Bush Opposes Tax Break Ban in Exxon Spill
WASHINGTON — The Bush Administration today opposed a bill aimed at denying Exxon Corp. a tax deduction for costs of cleaning up the Alaska oil spill.
“The bill would violate the fundamental principle of business taxation that a taxpayer’s ordinary and necessary business expenses may be deducted in computing net income,” Kenneth W. Gideon, assistant Treasury secretary for tax policy, told the Senate Finance Committee.

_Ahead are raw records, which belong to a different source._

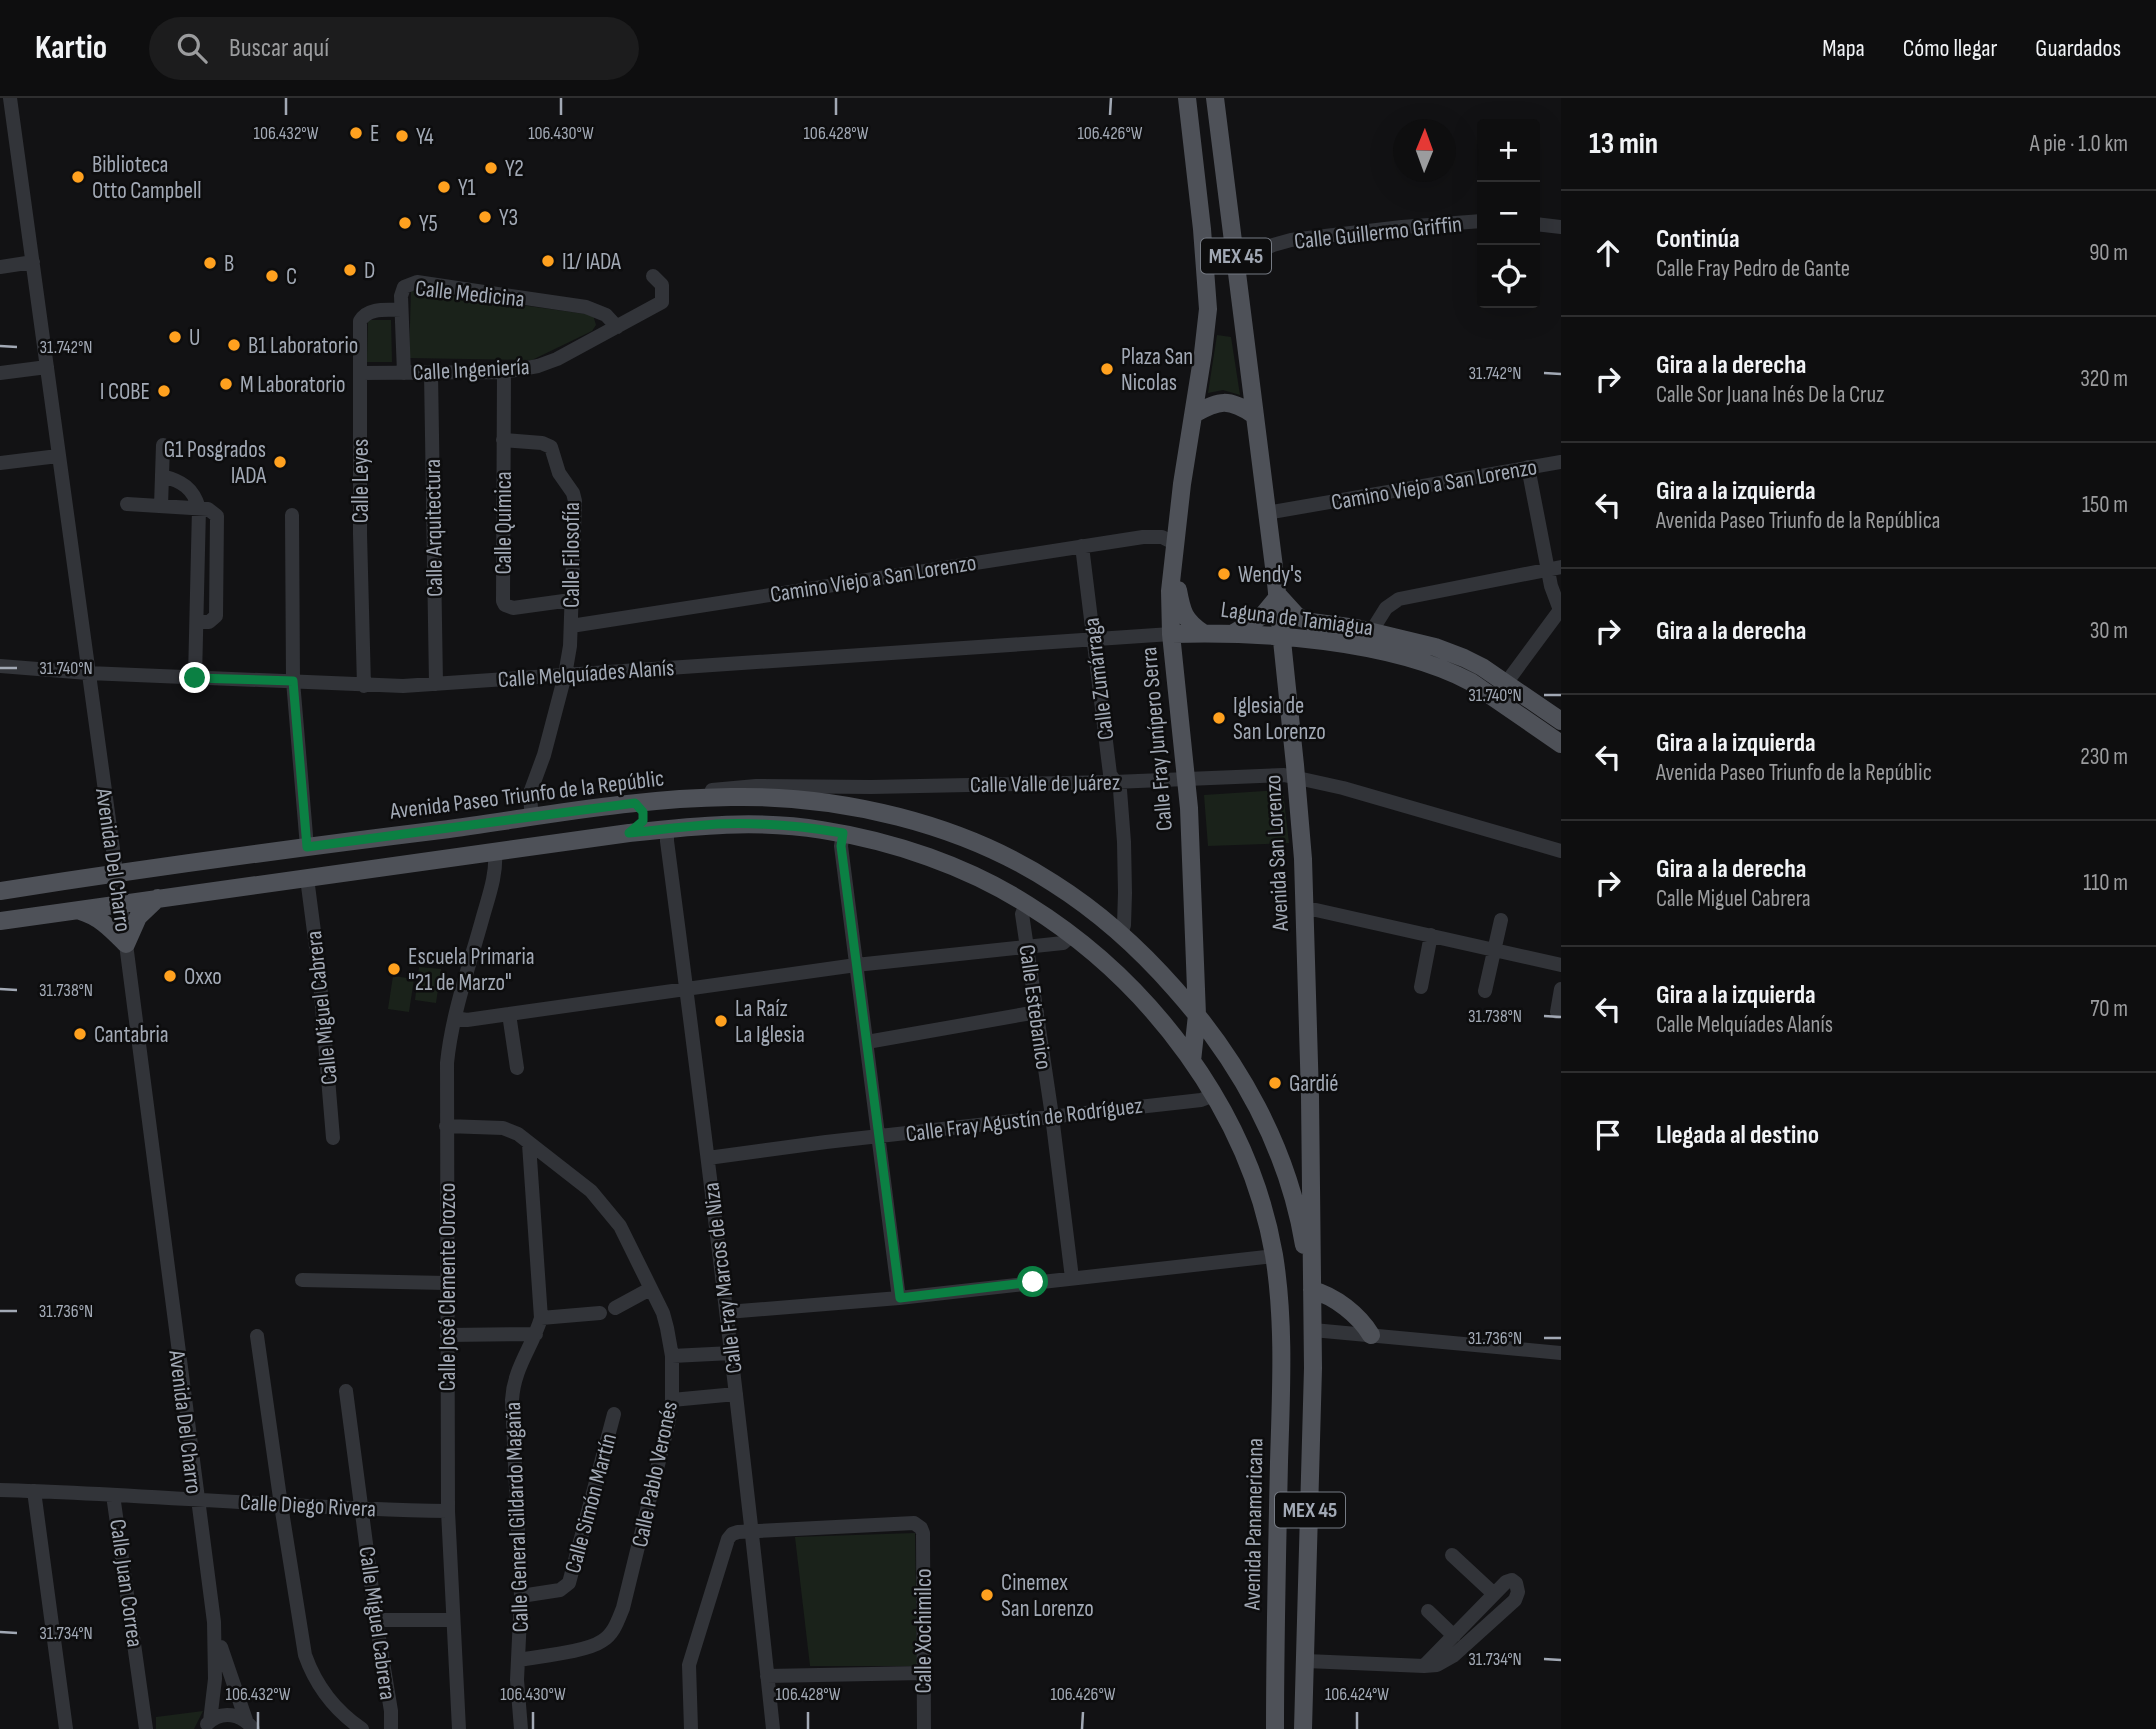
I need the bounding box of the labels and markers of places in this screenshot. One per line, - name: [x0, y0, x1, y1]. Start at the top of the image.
- place label: E: [370, 120, 379, 148]
- place label: Y4: [416, 123, 434, 151]
- marker: E: [348, 125, 364, 141]
- marker: Y4: [394, 128, 410, 144]
- place label: Biblioteca Otto Campbell: [92, 151, 202, 205]
- place label: Y2: [505, 155, 524, 183]
- marker: Y2: [483, 160, 499, 176]
- marker: Biblioteca Otto Campbell: [70, 169, 86, 185]
- place label: Y1: [458, 174, 476, 202]
- marker: Y1: [436, 179, 452, 195]
- place label: Y3: [499, 204, 518, 232]
- marker: Y3: [477, 209, 493, 225]
- place label: Y5: [419, 210, 438, 238]
- marker: Y5: [397, 215, 413, 231]
- place label: I1/ IADA: [562, 248, 621, 276]
- place label: B: [224, 250, 234, 278]
- marker: I1/ IADA: [540, 253, 556, 269]
- marker: B: [202, 255, 218, 271]
- place label: D: [364, 257, 375, 285]
- marker: D: [342, 262, 358, 278]
- place label: C: [286, 263, 297, 291]
- marker: C: [264, 268, 280, 284]
- place label: U: [189, 324, 200, 352]
- marker: U: [167, 329, 183, 345]
- place label: B1 Laboratorio: [248, 332, 358, 360]
- marker: B1 Laboratorio: [226, 337, 242, 353]
- place label: Plaza San Nicolas: [1121, 343, 1193, 397]
- marker: Plaza San Nicolas: [1099, 361, 1115, 377]
- place label: M Laboratorio: [240, 371, 346, 399]
- marker: M Laboratorio: [218, 376, 234, 392]
- place label: I COBE: [100, 378, 150, 406]
- marker: I COBE: [156, 383, 172, 399]
- place label: G1 Posgrados IADA: [164, 436, 266, 490]
- marker: G1 Posgrados IADA: [272, 454, 288, 470]
- place label: Wendy's: [1238, 561, 1302, 589]
- marker: Wendy's: [1216, 566, 1232, 582]
- place label: Iglesia de San Lorenzo: [1233, 692, 1326, 746]
- marker: Iglesia de San Lorenzo: [1211, 710, 1227, 726]
- place label: Escuela Primaria "21 de Marzo": [408, 943, 535, 997]
- marker: Escuela Primaria "21 de Marzo": [386, 961, 402, 977]
- place label: Oxxo: [184, 963, 222, 991]
- marker: Oxxo: [162, 968, 178, 984]
- place label: La Raíz La Iglesia: [735, 995, 805, 1049]
- marker: La Raíz La Iglesia: [713, 1013, 729, 1029]
- place label: Cantabria: [94, 1021, 169, 1049]
- marker: Cantabria: [72, 1026, 88, 1042]
- place label: Gardié: [1289, 1070, 1339, 1098]
- marker: Gardié: [1267, 1075, 1283, 1091]
- place label: Cinemex San Lorenzo: [1001, 1569, 1094, 1623]
- marker: Cinemex San Lorenzo: [979, 1587, 995, 1603]

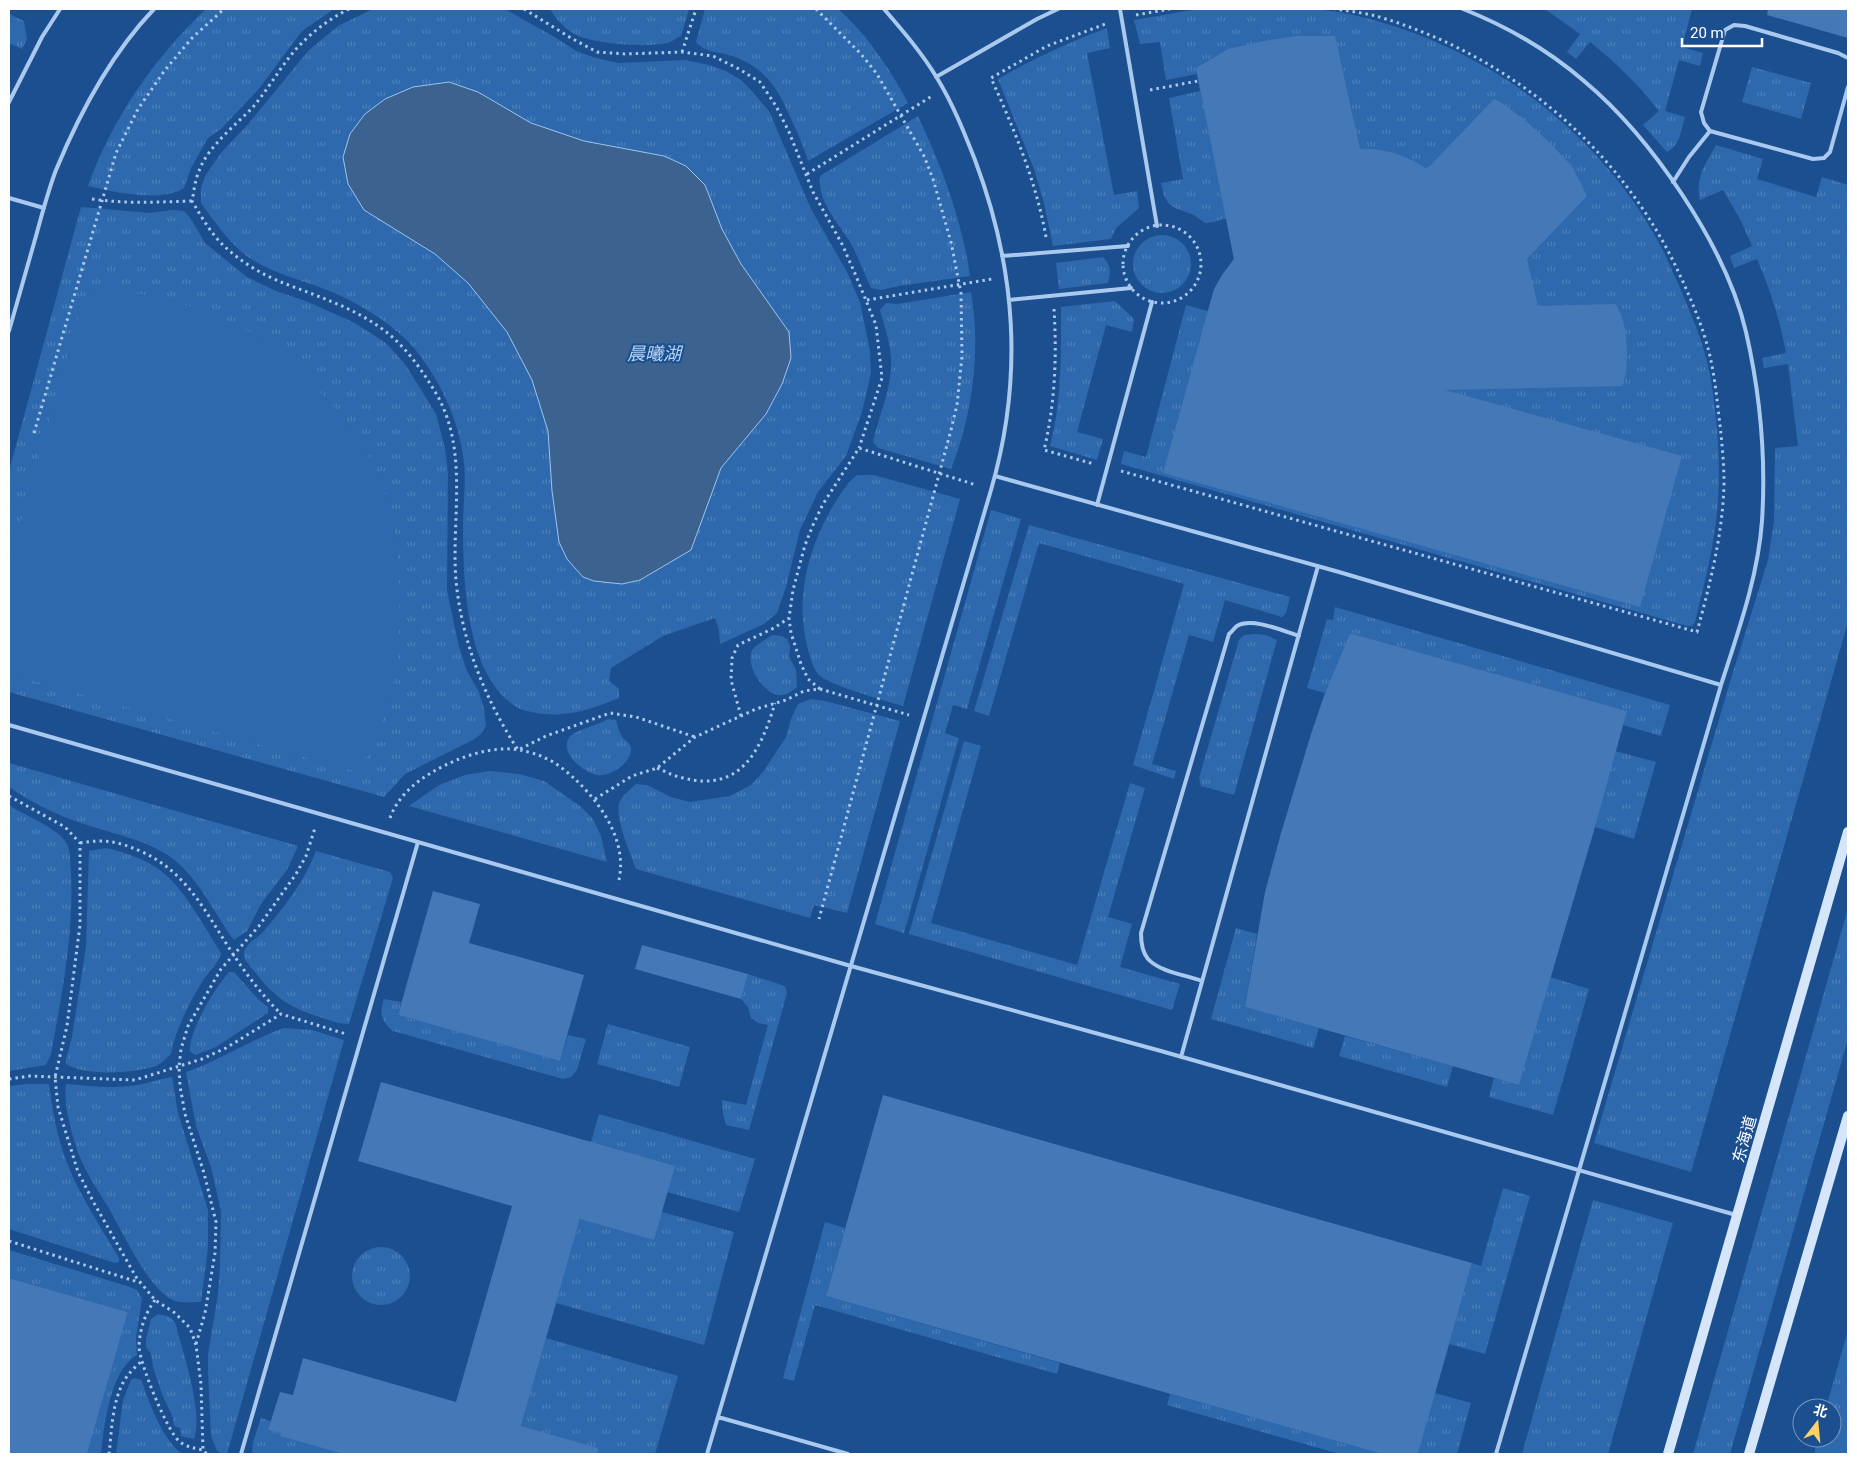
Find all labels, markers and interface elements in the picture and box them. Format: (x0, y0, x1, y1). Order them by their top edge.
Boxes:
scale bar (1682, 15, 1762, 47)
text: 20 m (1690, 24, 1724, 42)
water label: 晨曦湖 (627, 343, 684, 364)
street label: 东海道 (1729, 1113, 1760, 1165)
north arrow (1792, 1398, 1842, 1448)
text: 北 (1812, 1401, 1830, 1420)

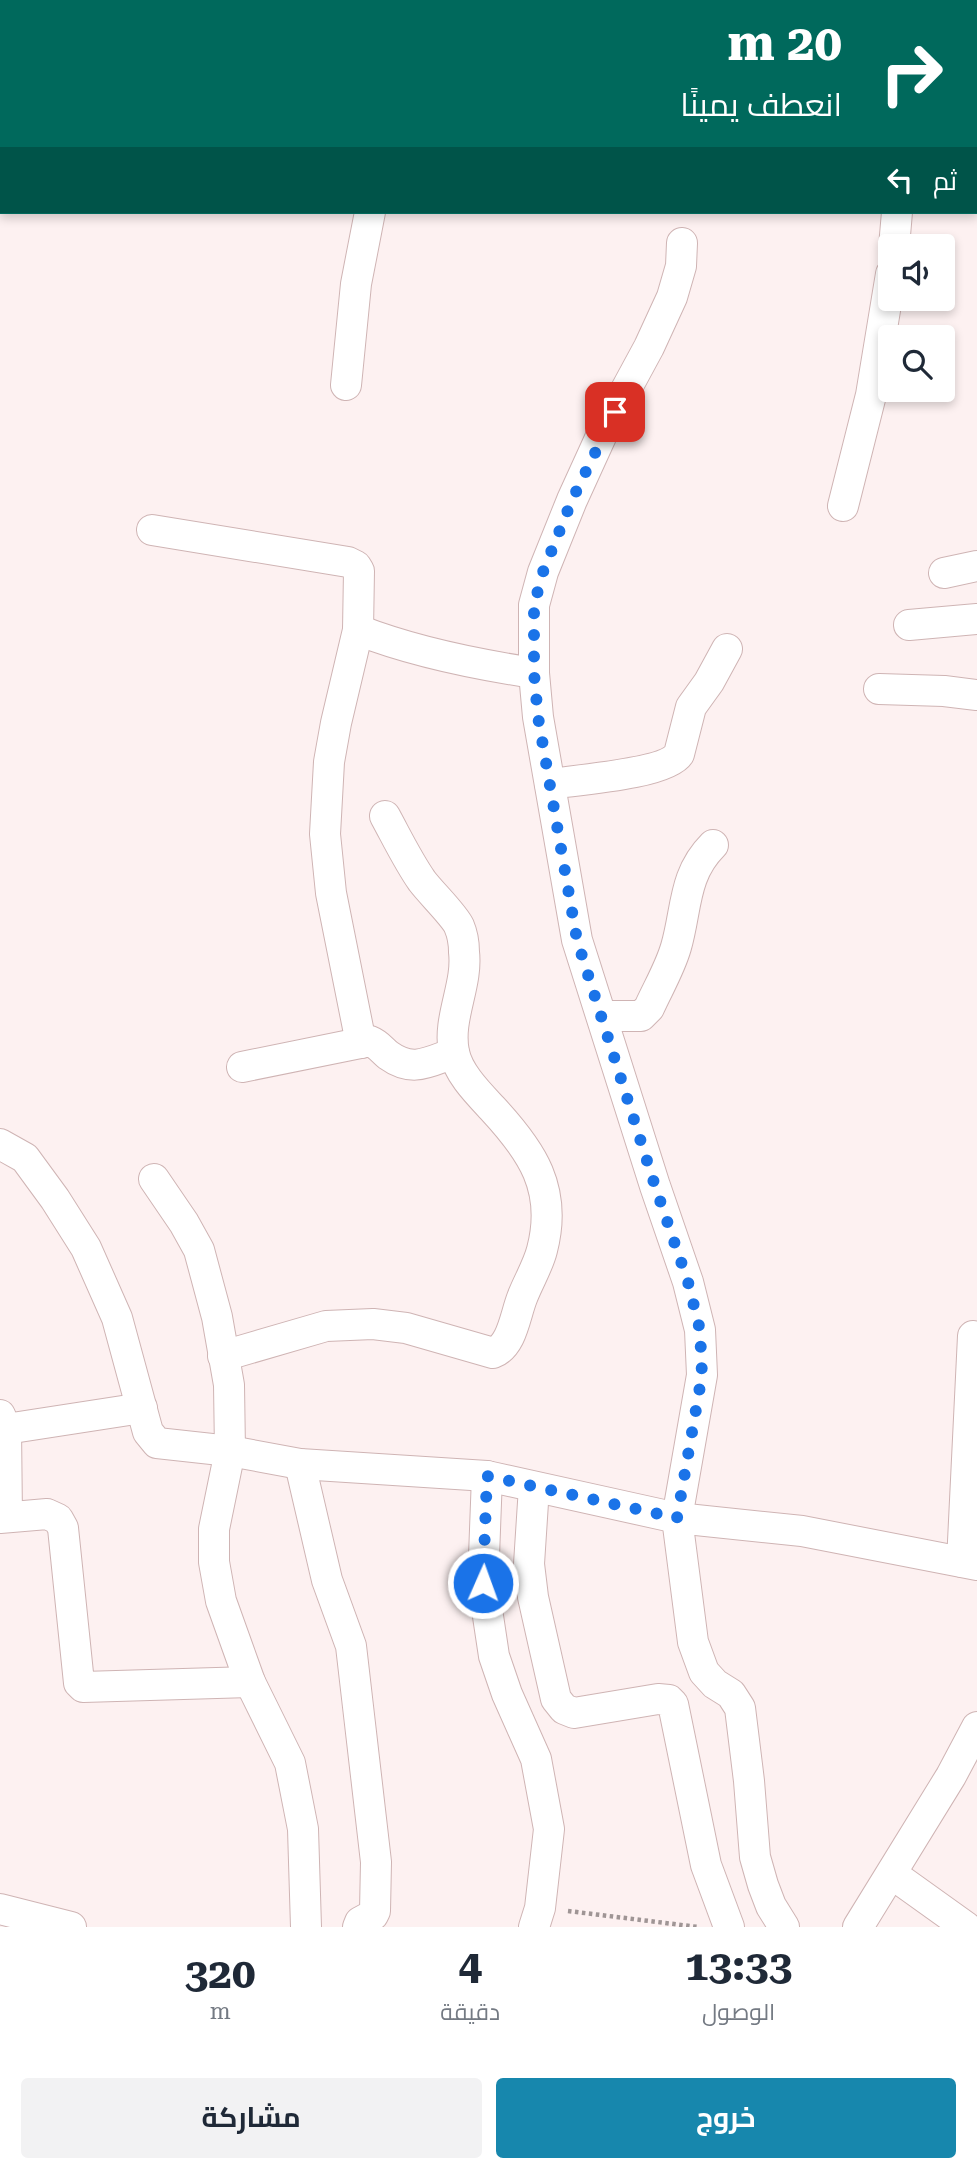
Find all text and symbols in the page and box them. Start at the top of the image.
text: 20 m [727,15,842,72]
icon: right [866,28,957,119]
text: انعطف يمينًا [680,86,842,124]
icon: left [881,161,919,199]
text: ثم [933,166,957,196]
map controls [878,234,955,402]
button: sound [878,234,955,311]
button: search [878,325,955,402]
pin [585,382,645,442]
icon: arrive [596,393,634,431]
position arrow [446,1546,520,1620]
text: 4 [458,1941,482,1990]
text: 13:33 [685,1941,792,1990]
text: 320 [185,1949,255,1998]
text: m [210,1998,231,2025]
text: دقيقة [440,1999,500,2026]
text: الوصول [702,1999,775,2026]
button: مشاركة [21,2078,482,2158]
button: خروج [496,2078,956,2158]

Sen. Harry Reid (D-Nev.), sponsor of the bill, said: “I do not want to tell my constituents that the American people owe Exxon, the biggest polluter in history, millions of dollars in a tax rebate in return for destroying the environment and raising prices at the gas pumps.”
Credit Cards Mailed In
Waving a handful of Exxon credit cards that irate customers had mailed him in protest, Reid added:
“Given the company’s dismal cleanup performance and the resultant permanent scar that now defaces Alaska’s beauty, it is incomprehensible that Exxon should be able to claim its cleanup costs--estimated at $500 million--as an ‘ordinary and necessary’ cost of doing business.”
A large share of Exxon’s cleanup costs apparently are covered by insurance. Under present law, any uninsured share could be deducted from taxable income as a cost of doing business.